Training Data

Training Data#

To train the sequence tagging model that provides the core functionality of this library, we need a set of example sentences for which we have the correct labels. The training data needs to be adequately representative of the types of sentences we expect to encounter when using the library. Given the wide variation in how ingredient sentences are phrase and structured, this means a lot training data.

Training data has been sourced from the following places:

Dataset	Sentences	Source
allrecipes	15,000	https://archive.org/details/recipes-en-201706
bbc	15,000	https://archive.org/details/recipes-en-201706
cookstr	15,000	https://archive.org/details/recipes-en-201706
manual	28	strangetom/ingredient-parser#52
nyt	30,000	NYTimes/ingredient-phrase-tagger
tc	6,318	strangetom/ingredient-parser#21

Note

With the exception of the TC and manual datasets, each complete dataset contains more than the listed number of sentences. The number refers to the number of sentences that have been labelled for training the model.

The sentences in the different datasets have different characteristics, which should help the model generalise to be able to handle the majority of ingredient sentences. Some of the different characteristics that are worth highlighting are

Units system, e.g. metric (bbc) or imperial/US customary
Sentence complexity, e.g. sentences from cookstr tend to be long and include multiple ingredients and quantities
Use of brand names (allrecipes) or generic names

Labelling the data#

Preparing the training sentences is a very manual task that involves labelling each token in each sentence with the correct label. One of the biggest challenges is doing this consistently due to the size of the training data and the variation in the sentences.

The model uses the following labels:

Label	Description
QTY	Quantity of the ingredient.
UNIT	Unit of a quantity for the ingredient.
SIZE	Physical size of the ingredient (e.g. large, small, or expressed as a length or dimension). This is not used to label the size of the unit, these are given the UNIT label.
PREP	Preparation instructions for the ingredient (e.g. finely chopped).
PURPOSE	Purpose of the ingredient (e.g. for garnish)
PUNC	Any punctuation tokens.
B_NAME_TOK	The first token of an ingredient name.
I_NAME_TOK	A token within an ingredient name that is not the first token.
NAME_VAR	A token that creates a variant of the ingredient name. This is used in cases such as beef or chicken stock. beef and chicken are labelled with NAME_VAR as they indicate variations of the ingredient name stock.
NAME_MOD	A token that modifies multiple ingredient names in the sentence.
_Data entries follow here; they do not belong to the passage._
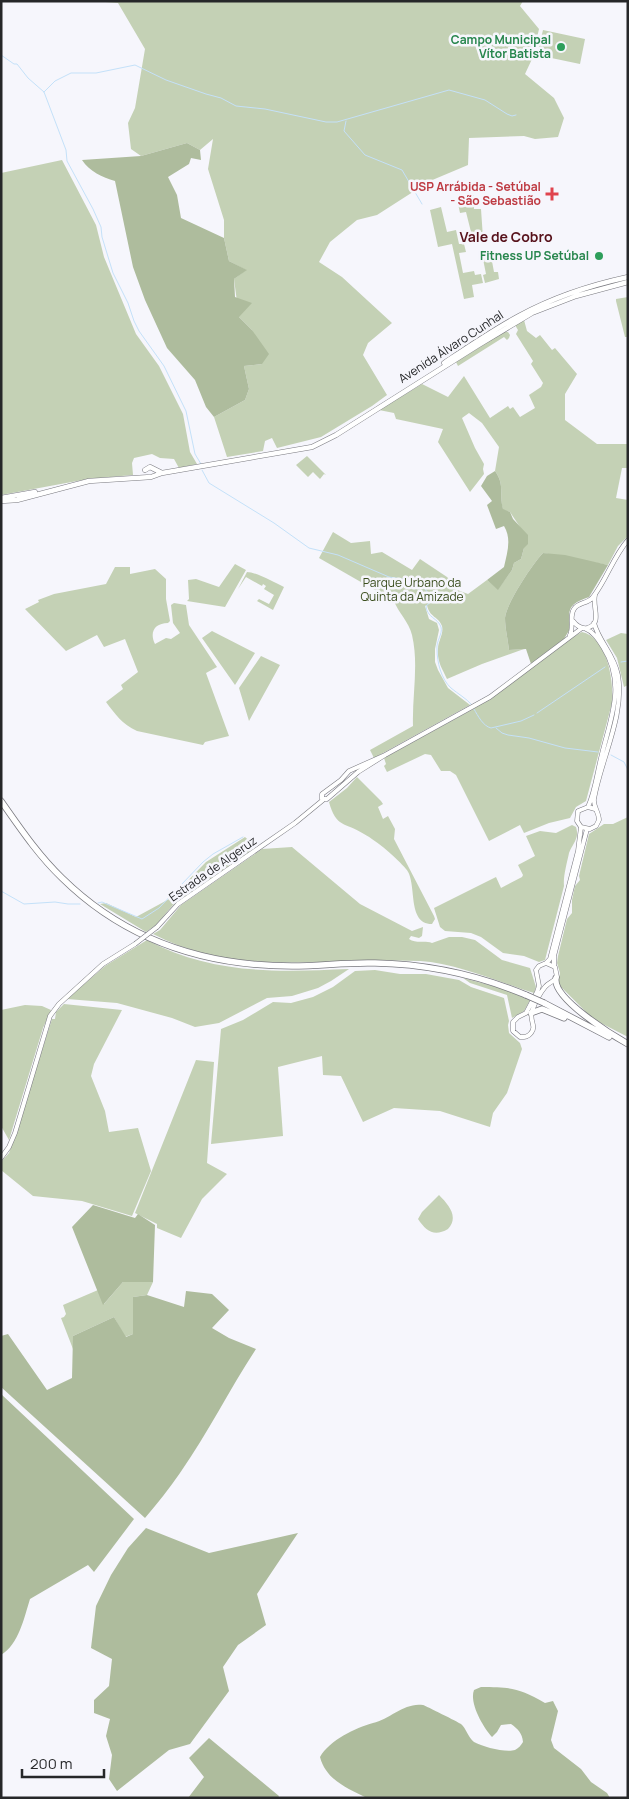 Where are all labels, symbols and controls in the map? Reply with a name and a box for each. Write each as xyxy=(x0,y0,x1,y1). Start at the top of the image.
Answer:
place label: Campo Municipal Vítor Batista xyxy=(451,31,551,62)
marker: Campo Municipal Vítor Batista xyxy=(555,41,567,53)
place label: USP Arrábida - Setúbal - São Sebastião xyxy=(410,178,541,209)
marker: USP Arrábida - Setúbal - São Sebastião xyxy=(545,187,559,201)
district label: Vale de Cobro xyxy=(459,227,553,246)
place label: Fitness UP Setúbal xyxy=(480,247,589,264)
marker: Fitness UP Setúbal xyxy=(593,250,605,262)
street label: Avenida Álvaro Cunhal xyxy=(395,306,506,387)
park label: Parque Urbano da Quinta da Amizade xyxy=(360,574,464,605)
street label: Estrada de Algeruz xyxy=(165,832,260,905)
scale bar xyxy=(22,1746,105,1778)
text: 200 m xyxy=(30,1753,73,1774) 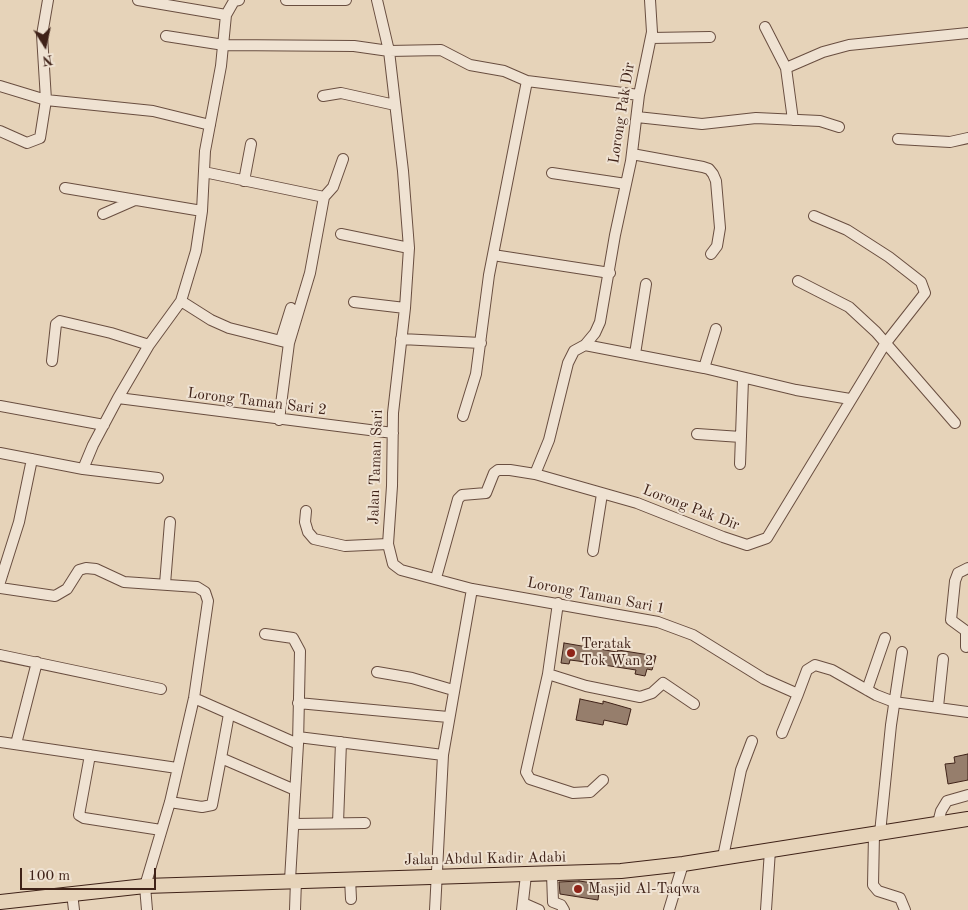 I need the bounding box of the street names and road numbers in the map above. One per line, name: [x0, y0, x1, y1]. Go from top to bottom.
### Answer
street label: Lorong Pak Dir: [605, 61, 639, 165]
street label: Lorong Taman Sari 2: [186, 385, 328, 419]
street label: Jalan Taman Sari: [365, 409, 387, 525]
street label: Lorong Pak Dir: [640, 481, 742, 535]
street label: Lorong Taman Sari 1: [525, 574, 667, 618]
street label: Jalan Abdul Kadir Adabi: [404, 849, 566, 869]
For example in dried apples and pears, dried is labelled as NAME_MOD because it modifies the two ingredient names, apples and pears.
NAME_SEP	A token that separates different ingredient names and isn’t PUNC, typically or.
COMMENT	Additional information in the sentence that does not fall in one of the other labels.
OTHER	This label is used in sentences where the sentence normalisation and tokenization steps result in the incorrect tokens. This is rare in the training data (currently only 45 sentences) and sentences including this label are excluded when training and evaluating the model. The sentences are kept because the pre-processing steps should eventually handle them correctly.

Note

Trailing state-modifiers (raw, cooked, melted, softened, uncooked) at the end of a sentence after a comma are labelled as PREP examples - for example, “93% lean ground beef, raw”.

The descriptions in the table above for most of the labels should be sufficient to understand, however the different labels used to label tokens in ingredient names requires further explanation.
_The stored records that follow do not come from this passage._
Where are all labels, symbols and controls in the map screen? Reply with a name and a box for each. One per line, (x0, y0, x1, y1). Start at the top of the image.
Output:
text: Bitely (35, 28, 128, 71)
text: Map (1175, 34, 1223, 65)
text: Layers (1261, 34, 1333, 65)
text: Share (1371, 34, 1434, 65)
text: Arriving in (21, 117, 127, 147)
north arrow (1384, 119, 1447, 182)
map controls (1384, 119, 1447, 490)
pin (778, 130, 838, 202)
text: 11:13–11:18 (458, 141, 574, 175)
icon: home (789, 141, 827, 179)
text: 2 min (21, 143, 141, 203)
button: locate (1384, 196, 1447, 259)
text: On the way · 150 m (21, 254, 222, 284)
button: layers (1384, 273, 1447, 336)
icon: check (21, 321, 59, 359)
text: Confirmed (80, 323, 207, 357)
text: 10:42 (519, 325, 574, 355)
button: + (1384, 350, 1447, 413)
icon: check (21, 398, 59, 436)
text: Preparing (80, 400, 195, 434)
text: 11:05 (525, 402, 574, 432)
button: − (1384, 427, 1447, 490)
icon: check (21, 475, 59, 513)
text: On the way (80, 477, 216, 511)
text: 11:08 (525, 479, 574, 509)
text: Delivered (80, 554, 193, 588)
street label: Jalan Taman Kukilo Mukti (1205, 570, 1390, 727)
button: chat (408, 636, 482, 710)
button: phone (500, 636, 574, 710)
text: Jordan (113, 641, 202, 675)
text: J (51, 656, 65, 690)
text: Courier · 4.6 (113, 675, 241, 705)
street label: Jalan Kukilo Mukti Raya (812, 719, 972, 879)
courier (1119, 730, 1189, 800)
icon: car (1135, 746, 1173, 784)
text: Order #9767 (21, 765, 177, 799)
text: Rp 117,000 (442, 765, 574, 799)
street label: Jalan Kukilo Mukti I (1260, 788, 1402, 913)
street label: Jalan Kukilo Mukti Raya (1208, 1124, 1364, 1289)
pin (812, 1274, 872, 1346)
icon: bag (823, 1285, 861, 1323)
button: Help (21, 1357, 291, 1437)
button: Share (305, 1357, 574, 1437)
The library has the goal of being able to identify separate ingredient names where they are given. This is not straight forward as different ingredients are not always easily separable by a single word.

Examples

Here are some examples of ingredient sentences containing multiple ingredient names.

1 tsp butter or olive oil

Names: butter, olive oil

This is the simplest case, where the word “or” separates the two names.
500 ml olive, sunflower or vegetable oil

Names: olive oil, sunflower oil, vegetable oil

This is a very common case, but separating using “or” and the comma will give names that do not make sense.
2 cups hot beef or chicken stock

Names: hot beef stock, hot chicken stock

One of the more complex cases, where the base name is “stock”; “beef” and “chicken” create variations of stock; and “hot” modifies those variations.

To be able to reconstruct ingredient names that make sense from the tokens in the ingredient sentence we to label the different parts that make up the name.

B_NAME_TOK and I_NAME_TOK are used to the label the base names. B_NAME_TOK is used for the first token of the name, I_NAME_TOK for all other token in a name. The reason for labelling the first token differently is so that we can identify where a name starts if there aren’t any other token separating it from the previous name.

NAME_VAR is used to label tokens that create variants of the following base names. In the second example above, “olive”, “sunflower” and “vegetable” are all labelled with NAME_VAR because the create variants of the base name “oil”.

NAME_MOD is used to label tokens that modify all following base names. In the third example above, “hot” is labelled with NAME_MOD because it applies to “beef stock” and “chicken stock”. (Note that in this example, “beef” and “chicken” will have the NAME_VAR label, and “stock” the B_NAME_TOK label.)

Data storage#

The labelled training data is stored in an sqlite3 database at train/data/training.sqlite3. The database contains a single table, en, with the following fields:

Field	Description
id	Unique ID for the sentence.
source	The source dataset the sentence is from.
sentence	The ingredient sentence, not normalised.
tokens	List of tokens for the sentence.
labels	List of token labels.
foundation_foods	List of indices of tokens that are foundation foods.

The consistency of the database can be checked using the following command.

$ python train/data/validate_db.py

This will check the following:

That the tokens stored in the database match the tokens obtained from calling PreProcessor on the ingredient sentence.
That the number of tokens and labels stored in the database are the same for each ingredient sentence.
That duplicate sentences have the same labels.
That all I_NAME_TOK labels are preceded by B_NAME_TOK or I_NAME_TOK.

CSV Exports#

CSV files of the full datasets are in the train/data/<dataset> directories. These CSV files contain the full set of ingredient sentences for each dataset.

The format of these CSV files is aligned with the original format originally used by NYTimes/ingredient-phrase-tagger. This means that, for sentences that are in the database and labelled, the CSV includes a representation of the labels, but it should be noted that the database cannot be automatically recreated from the CSV files.

The CSV are kept synchronised (for the sentences that are also in the database) using the following command.

$ python train/data/db_to_csv.py